▶ WORK ORDER: Copy word for word the lines from the start of the records through the line that contains "height:5px; margin-top:-2.5px; transform-origin:0;", both included.
Start of EXTRACTED RECORDS
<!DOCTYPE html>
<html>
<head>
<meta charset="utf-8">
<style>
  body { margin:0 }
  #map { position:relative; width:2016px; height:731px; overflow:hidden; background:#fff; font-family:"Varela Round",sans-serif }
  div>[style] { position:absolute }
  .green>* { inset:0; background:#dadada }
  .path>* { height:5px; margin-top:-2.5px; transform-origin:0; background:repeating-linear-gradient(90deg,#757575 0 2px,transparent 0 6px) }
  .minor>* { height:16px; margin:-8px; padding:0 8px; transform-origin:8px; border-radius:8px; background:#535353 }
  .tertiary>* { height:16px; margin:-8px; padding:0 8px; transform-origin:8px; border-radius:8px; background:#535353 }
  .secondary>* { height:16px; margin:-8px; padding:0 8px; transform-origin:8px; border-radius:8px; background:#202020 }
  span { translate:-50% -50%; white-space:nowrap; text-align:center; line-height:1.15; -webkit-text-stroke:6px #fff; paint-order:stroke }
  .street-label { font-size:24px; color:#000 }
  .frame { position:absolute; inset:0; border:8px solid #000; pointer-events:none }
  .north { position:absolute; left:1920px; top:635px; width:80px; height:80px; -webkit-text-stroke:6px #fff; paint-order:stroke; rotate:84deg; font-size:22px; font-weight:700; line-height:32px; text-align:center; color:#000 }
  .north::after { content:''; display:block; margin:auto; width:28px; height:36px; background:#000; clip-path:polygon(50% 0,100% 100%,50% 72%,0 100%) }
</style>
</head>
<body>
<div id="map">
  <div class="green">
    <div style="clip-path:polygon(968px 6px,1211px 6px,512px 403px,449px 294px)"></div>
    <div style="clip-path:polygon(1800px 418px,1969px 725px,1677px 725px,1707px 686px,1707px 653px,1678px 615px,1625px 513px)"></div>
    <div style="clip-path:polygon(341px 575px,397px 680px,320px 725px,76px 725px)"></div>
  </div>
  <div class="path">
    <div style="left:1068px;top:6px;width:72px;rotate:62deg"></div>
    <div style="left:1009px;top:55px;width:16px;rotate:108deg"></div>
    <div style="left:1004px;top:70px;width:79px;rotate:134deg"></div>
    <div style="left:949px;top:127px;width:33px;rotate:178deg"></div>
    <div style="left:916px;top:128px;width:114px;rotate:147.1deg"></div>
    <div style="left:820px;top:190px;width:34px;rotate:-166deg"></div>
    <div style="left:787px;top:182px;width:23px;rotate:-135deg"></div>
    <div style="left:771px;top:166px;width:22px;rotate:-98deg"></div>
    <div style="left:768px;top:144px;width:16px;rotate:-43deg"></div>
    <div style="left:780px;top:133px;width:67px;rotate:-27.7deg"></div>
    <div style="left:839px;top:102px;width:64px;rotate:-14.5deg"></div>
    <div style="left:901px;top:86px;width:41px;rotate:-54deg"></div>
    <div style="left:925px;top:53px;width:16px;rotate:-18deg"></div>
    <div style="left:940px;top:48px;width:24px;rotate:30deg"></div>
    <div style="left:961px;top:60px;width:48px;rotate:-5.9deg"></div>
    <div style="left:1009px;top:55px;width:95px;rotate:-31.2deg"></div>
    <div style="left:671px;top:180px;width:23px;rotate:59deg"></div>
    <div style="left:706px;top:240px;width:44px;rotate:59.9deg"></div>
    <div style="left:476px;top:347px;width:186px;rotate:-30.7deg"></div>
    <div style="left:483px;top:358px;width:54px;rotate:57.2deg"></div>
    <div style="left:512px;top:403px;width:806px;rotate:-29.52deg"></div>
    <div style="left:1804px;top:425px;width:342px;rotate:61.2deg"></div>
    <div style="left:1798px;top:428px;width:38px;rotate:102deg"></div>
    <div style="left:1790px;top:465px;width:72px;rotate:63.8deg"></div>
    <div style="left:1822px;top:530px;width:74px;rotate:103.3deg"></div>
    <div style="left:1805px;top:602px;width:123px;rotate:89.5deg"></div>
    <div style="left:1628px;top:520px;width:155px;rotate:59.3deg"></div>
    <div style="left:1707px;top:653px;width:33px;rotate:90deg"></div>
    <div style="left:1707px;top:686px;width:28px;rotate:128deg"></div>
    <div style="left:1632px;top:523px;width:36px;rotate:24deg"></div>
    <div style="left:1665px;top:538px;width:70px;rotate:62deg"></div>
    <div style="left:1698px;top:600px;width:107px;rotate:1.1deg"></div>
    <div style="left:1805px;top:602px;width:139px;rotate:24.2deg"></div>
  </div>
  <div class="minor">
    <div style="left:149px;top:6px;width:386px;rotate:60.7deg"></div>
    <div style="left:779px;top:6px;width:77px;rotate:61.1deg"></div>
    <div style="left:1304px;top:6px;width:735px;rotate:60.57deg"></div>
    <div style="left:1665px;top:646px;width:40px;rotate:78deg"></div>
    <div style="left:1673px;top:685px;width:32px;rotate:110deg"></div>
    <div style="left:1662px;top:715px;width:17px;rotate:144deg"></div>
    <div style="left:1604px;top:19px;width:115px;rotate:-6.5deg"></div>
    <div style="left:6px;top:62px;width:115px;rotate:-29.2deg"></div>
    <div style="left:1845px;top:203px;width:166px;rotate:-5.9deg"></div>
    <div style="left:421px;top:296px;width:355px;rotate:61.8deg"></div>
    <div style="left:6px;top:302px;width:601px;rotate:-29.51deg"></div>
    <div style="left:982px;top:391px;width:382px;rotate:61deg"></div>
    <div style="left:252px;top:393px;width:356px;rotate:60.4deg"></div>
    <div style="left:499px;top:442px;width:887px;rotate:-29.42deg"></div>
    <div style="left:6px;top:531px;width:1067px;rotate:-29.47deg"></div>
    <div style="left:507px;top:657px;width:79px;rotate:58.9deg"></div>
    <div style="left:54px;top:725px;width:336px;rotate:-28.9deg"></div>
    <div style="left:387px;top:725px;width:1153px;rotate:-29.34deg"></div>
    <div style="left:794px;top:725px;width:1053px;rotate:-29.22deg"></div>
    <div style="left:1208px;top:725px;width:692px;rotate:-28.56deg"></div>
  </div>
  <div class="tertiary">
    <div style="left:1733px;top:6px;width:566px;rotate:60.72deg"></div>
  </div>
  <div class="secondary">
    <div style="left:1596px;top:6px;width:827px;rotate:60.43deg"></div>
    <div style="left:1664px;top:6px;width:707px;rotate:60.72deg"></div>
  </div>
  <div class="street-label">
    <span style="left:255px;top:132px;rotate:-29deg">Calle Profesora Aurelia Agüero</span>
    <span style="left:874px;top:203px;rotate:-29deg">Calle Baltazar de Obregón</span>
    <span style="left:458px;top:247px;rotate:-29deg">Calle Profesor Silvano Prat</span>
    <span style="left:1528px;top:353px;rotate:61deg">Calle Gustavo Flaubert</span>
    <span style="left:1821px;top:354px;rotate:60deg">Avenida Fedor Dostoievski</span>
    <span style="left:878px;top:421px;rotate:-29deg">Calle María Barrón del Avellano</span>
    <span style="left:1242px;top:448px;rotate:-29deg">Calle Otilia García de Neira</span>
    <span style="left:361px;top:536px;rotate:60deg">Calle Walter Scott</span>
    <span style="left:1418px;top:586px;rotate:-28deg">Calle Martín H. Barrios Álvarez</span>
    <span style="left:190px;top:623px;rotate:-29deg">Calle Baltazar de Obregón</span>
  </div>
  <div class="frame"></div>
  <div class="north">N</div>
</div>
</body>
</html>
End of EXTRACTED RECORDS
▶ ANSWER SPACE:
<!DOCTYPE html>
<html>
<head>
<meta charset="utf-8">
<style>
  body { margin:0 }
  #map { position:relative; width:2016px; height:731px; overflow:hidden; background:#fff; font-family:"Varela Round",sans-serif }
  div>[style] { position:absolute }
  .green>* { inset:0; background:#dadada }
  .path>* { height:5px; margin-top:-2.5px; transform-origin:0; background:repeating-linear-gradient(90deg,#757575 0 2px,transparent 0 6px) }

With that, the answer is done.